Но дальше меняется всё. Кризис глубинности приводит к мировым войнам, а развитие техники, с которой началась когда-то реставрация глубины, обнаруживает новый тип поверхности, не известный эпохе между письменностью и Возрождением, — экран. Можно ли назвать германский народ образца 1939 года глубинным? В той мере, в какой он порождает из себя формы социального действия, наверное, да. Но в существенной степени этот народ представлял собой поверхность для проекции порождаемых центральным органом смыслов и форм, думаю, не менее, чем на литургии. Советский народ, аплодирующий в едином порыве своему руководству, являлся по меньшей мере столь же поверхностным. Появление экрана (в первую очередь, конечно, телевизора) нарушило ещё один базовый принцип глубинности — когерентность системы. Для собственной идентичности глубинному народу необходимо нужны постоянные социальные взаимодействия, общность в диапазоне от просто толпы до парламентского представительства. Экран телевизора разбивает эту социальную связность, порождая удалённого наблюдателя, которому аффект общности излучается с экрана прямо в постель. Это приводит к своеобразному двоемирию, когда человек, с одной стороны, ищет себе способы сообщения со своим глубинным народом, но в порядке транслируемого дискурса оказывается включён в номенклатуру народа поверхностного.
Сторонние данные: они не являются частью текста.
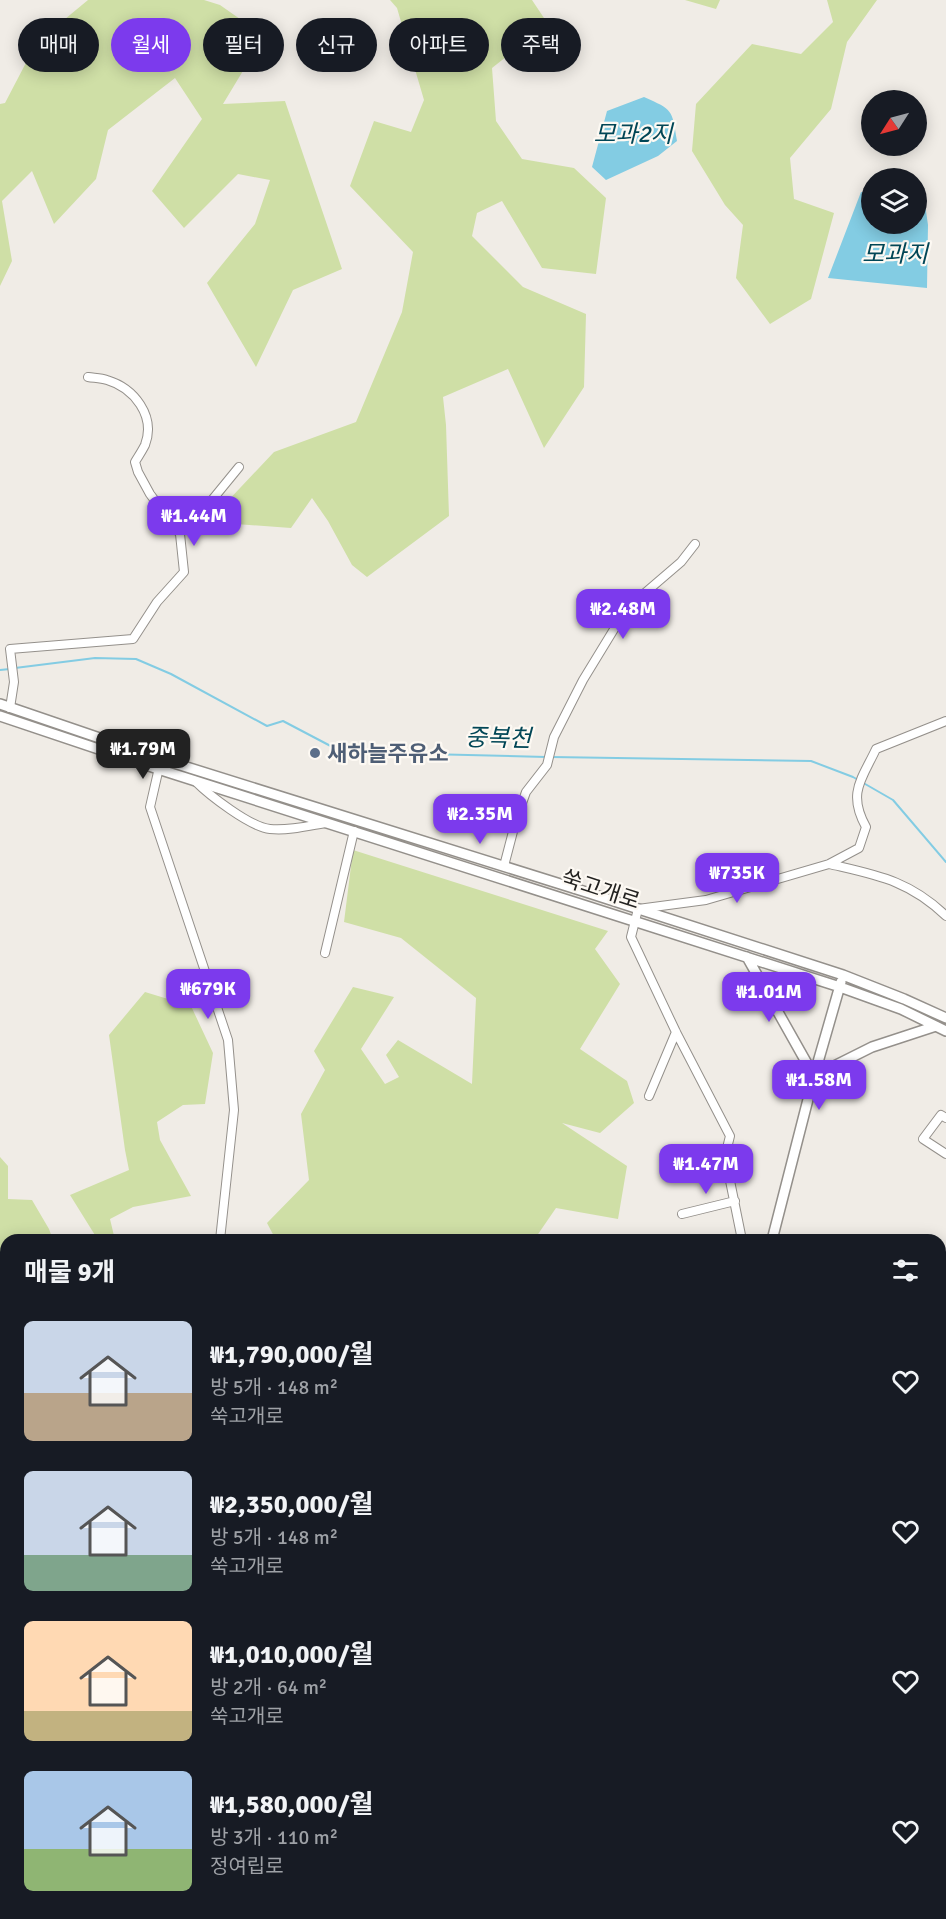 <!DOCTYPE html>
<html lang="ko">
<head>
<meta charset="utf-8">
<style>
	body { margin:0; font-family:Signika,"Noto Sans KR",sans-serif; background:#20242c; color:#f1f3f6; height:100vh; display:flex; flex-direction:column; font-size:22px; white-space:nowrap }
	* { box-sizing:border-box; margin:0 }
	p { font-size:20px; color:#9ea1a6 }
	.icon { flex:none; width:33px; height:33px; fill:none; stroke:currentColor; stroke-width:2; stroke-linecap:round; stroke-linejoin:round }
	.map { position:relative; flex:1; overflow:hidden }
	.sheet { position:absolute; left:0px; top:1234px; width:946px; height:686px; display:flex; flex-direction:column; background:#171b24; border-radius:18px 18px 0 0; box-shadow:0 3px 15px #0003 }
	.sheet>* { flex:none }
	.banner { position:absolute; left:18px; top:18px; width:600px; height:54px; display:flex; gap:12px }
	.needle { width:39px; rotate:234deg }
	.fabs { position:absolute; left:861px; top:90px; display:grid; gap:12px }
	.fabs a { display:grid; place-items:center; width:66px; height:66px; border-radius:50%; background:#171b24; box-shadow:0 3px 15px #0003; font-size:30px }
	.price { position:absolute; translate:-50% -51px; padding:0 14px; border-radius:12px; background:#7c3aed; color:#fff; font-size:20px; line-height:39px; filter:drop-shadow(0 2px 3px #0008) }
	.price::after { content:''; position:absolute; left:50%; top:36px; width:18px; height:14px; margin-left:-9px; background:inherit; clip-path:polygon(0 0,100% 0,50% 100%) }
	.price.current { background:#222; color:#fff }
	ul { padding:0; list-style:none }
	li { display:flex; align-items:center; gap:18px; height:150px; padding:0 24px }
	li span { display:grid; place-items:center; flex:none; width:168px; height:120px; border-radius:9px; color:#555 }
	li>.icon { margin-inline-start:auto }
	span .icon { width:72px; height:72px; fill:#fffc; stroke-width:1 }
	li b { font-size:26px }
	h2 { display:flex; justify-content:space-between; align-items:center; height:72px; padding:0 24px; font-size:26px }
	.chip { padding:0 21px; border-radius:27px; background:#171b24; box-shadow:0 3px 15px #0003; font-size:21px; line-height:54px }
	.chip.current { background:#7c3aed; color:#fff }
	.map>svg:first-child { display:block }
	.green { fill:#cfdfa6 }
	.water { fill:#83cce3 }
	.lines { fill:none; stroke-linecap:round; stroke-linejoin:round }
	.stream { stroke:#83cce3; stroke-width:2 }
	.minor-casing { stroke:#94908b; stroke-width:10 }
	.tertiary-casing { stroke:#94908b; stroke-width:12 }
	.minor { stroke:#fff; stroke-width:8 }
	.tertiary { stroke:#fff; stroke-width:9 }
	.service-dot { fill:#5c6f8a; stroke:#fdf9f3; stroke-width:2 }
	.labels { text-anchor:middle; stroke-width:4.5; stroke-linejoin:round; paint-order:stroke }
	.service-label { font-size:22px; font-weight:bold; fill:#4e5e75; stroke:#fdf9f3; text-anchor:start }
	.street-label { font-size:22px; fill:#232220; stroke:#fdf9f3 }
	.water-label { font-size:24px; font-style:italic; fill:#014656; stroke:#fdf9f3 }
</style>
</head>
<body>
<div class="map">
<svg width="946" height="1919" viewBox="0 0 946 1919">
	<rect width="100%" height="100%" fill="#f0ece6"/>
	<path class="green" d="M 88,0 L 204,0 L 220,5 L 264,36 L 223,104 L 285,101 L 342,269 L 293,290 L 256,367 L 207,283 L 255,224 L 270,180 L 238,174 L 184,228 L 152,191 L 202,119 L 175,78 L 108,130 L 96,179 L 54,224 L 32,171 L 2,201 L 12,261 L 0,286 L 0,104 L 5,103 L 29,57 L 59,24 Z
		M 390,0 L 532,0 L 548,24 L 492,68 L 496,121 L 522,159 L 574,168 L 606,198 L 596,274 L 542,268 L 502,201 L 477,213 L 472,236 L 523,287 L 586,314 L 584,387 L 544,448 L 508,369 L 443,397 L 446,425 L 449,516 L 367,577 L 352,565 L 328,521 L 312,498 L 291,528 L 208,522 L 274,452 L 356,422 L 402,312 L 413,252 L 350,186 L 374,121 L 411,132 L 424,100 L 397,8 Z
		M 685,0 L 720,0 L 716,9 Z
		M 827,0 L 877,0 L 847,42 L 831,109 L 790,158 L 794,199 L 834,213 L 811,299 L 770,324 L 736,278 L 743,225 L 725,205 L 692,151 L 696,104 L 752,44 L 801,54 L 833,22 Z
		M 353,850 L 608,931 L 595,949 L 620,984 L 580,1049 L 627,1081 L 634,1103 L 600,1133 L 562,1123 L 627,1166 L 618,1219 L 556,1208 L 534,1240 L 276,1240 L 267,1223 L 309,1180 L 301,1114 L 325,1070 L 314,1051 L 353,987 L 394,997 L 361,1049 L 385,1084 L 399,1077 L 386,1055 L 398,1040 L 472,1084 L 476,998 L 401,938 L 344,922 Z
		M 145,992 L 191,1006 L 213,1053 L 205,1104 L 183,1105 L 157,1122 L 160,1140 L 191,1196 L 133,1207 L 110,1219 L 115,1240 L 98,1240 L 70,1195 L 129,1170 L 125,1150 L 109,1035 Z
		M 0,1157 L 8,1166 L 8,1199 L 32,1200 L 49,1229 L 53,1240 L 6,1240 L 6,1285 L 0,1287 Z
		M 6,1325 L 6,1472 L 0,1464 L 0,1330 Z
		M 6,1893 L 6,1914 L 91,1914 L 91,1917 L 88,1919 L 0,1919 L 0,1903 Z"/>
	<path class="water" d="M 644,97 C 673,110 672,109 677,141 L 658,156 L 606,180 L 592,167 L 607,111 Z
		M 861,192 L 871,193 L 872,224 L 916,224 L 917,201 L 925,204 L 928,225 L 927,288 L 828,278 Z
		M 6,1746 L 6,1834 L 0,1835 L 0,1748 Z"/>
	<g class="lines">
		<path class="stream" d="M 15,668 L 95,658 L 136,659 L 171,674 L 267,726 L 283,721 L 342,752 L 546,757
			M 0,670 L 10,669
			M 551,757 L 811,761 L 853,777 L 893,800 L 946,862"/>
		<defs>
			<path id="minor" d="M 174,525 L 212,500 L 239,467
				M 10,708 L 14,682 L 10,649 L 133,639 L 157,602 L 184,572 L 180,534 L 150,494 L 138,472 L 135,462 C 138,457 142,451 145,445 C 156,416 134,388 107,380 C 101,378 94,378 88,377
				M 161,759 L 150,807 L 228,1040 L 234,1110 L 220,1240
				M 195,781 C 209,795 250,827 270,829 C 288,831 308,826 326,823
				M 829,864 C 876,875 909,880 946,916
				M 504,866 L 516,820 L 526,792 L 547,765 L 554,737 L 583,680 L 619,621 L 632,604 L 681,562 L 695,544
				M 325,953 L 354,831
				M 649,1096 L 676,1032
				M 946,1118 L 941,1115 L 923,1139 L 946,1154
				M 682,1214 L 735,1201
				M 742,1240 L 725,1156 L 730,1136 L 676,1032 L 631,937 L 638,909 L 706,900 L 829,864 L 859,848 L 866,827 C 847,793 862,779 876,749 L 946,721
				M 940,1632 L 946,1635
				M 0,1728 L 6,1727
				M 940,1845 L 946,1846
				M 0,1857 L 6,1852
				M 871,1914 L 883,1919
				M 796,1919 L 802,1914"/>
			<path id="tertiary" d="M 0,704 L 161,759 L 586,892 L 843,975 L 904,999 L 946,1018
				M 0,716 L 158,769 L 840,987 L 901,1009 L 946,1031
				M 747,957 L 814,1076 L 872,1047 L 936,1026
				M 772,1240 L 814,1076 L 841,982
				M 576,1919 L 577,1914"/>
		</defs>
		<use href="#minor" class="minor-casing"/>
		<use href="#tertiary" class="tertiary-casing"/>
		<use href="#minor" class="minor"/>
		<use href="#tertiary" class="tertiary"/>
	</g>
	<circle class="service-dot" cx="315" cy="753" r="6"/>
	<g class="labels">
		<g class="service-label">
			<text x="327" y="761">새하늘주유소</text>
		</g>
		<g class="street-label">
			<text transform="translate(601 889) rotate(18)" y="8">쑥고개로</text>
		</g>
		<g class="water-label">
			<text x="633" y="142">모과2지</text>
			<text x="895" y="262">모과지</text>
			<text transform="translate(498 738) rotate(1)" y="8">중복천</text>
		</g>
	</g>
</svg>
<div class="fabs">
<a><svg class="needle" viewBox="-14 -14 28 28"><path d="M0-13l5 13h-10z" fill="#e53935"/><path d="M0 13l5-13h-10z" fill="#9ea1a6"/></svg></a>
<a><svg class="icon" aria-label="layers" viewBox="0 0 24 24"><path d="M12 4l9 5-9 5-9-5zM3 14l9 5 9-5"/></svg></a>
</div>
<b class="price" style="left:194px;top:547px">₩1.44M</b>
<b class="price" style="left:623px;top:640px">₩2.48M</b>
<b class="price current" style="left:143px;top:780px">₩1.79M</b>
<b class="price" style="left:480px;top:845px">₩2.35M</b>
<b class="price" style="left:737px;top:904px">₩735K</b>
<b class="price" style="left:208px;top:1020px">₩679K</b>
<b class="price" style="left:769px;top:1023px">₩1.01M</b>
<b class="price" style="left:819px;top:1111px">₩1.58M</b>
<b class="price" style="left:706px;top:1195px">₩1.47M</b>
<div class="banner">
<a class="chip">매매</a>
<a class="chip current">월세</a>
<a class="chip">필터</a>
<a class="chip">신규</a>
<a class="chip">아파트</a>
<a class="chip">주택</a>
</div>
<section class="sheet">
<h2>매물 9개<svg class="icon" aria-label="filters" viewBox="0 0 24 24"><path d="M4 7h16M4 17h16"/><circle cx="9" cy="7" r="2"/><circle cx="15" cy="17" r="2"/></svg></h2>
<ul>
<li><span style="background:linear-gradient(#c9d6e8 60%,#b9a48a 0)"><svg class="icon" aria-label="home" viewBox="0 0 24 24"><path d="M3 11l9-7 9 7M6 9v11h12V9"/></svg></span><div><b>₩1,790,000/월</b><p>방 5개 · 148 m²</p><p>쑥고개로</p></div><svg class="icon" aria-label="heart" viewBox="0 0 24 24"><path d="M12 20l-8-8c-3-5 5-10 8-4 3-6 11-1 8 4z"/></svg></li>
<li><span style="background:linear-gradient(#c9d6e8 70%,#7fa58c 0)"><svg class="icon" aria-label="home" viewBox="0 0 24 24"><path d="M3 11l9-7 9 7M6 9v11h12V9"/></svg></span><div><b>₩2,350,000/월</b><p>방 5개 · 148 m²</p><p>쑥고개로</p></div><svg class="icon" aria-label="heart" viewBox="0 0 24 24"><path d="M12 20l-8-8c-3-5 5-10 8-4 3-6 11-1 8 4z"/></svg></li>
<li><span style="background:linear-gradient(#ffd9b3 75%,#c2b280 0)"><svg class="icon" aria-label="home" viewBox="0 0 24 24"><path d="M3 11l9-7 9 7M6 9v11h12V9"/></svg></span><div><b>₩1,010,000/월</b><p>방 2개 · 64 m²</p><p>쑥고개로</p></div><svg class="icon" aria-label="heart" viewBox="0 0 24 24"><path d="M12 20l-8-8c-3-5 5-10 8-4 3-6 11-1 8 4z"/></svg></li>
<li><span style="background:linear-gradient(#a9c7e8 65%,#8fb573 0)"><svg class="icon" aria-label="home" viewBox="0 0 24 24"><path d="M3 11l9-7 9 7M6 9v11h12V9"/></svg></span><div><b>₩1,580,000/월</b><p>방 3개 · 110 m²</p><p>정여립로</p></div><svg class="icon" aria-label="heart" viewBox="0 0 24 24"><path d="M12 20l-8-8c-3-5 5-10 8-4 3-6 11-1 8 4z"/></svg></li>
</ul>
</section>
</div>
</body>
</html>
Теперь мы подходим к сегодняшней ситуации, и здесь интересно, что развитие техники, которое прежде обеспечивало доминирование глубины, явно переходит к поискам идеальной поверхности. Поверхность становится технологичной, ср., напр., графен и прочие материалы с максимально редуцированной глубиной. С определённых пор в промышленном дизайне начинает превалировать идея, что уменьшение глубины тождественно прогрессу. Тонкость новых ноутбуков или смартфонов продаётся как техническое преимущество. Экран гаджета становится универсальным фреймом, посредством которого осуществляется социальный обмен. Наконец, мы можем рассмотреть и новую социальную реальность — реальность соцсетей, прозрачности коммуникаций и открытости данных, — как формирование поверхностей: такою поверхностью, например, является профиль в социальной сети, на который спроецирована личность и жизнь человека. Таким образом, вовлечение в эту реальность неизменно приводит к включению человека в тело поверхностного народа; в то же время глубинному народу остаётся либо технолуддизм, либо субверсивные практики анонимности.
Общий вывод таков: глубинный народ сегодня — это реликт социальных конструктов модерна, ограниченный в своих ресурсах и возможностях поддерживать свою идентичность. Поверхностный народ сформирован вокруг технологического открытия поверхности нового типа и является основным объектом социальной манипуляции в настоящее время.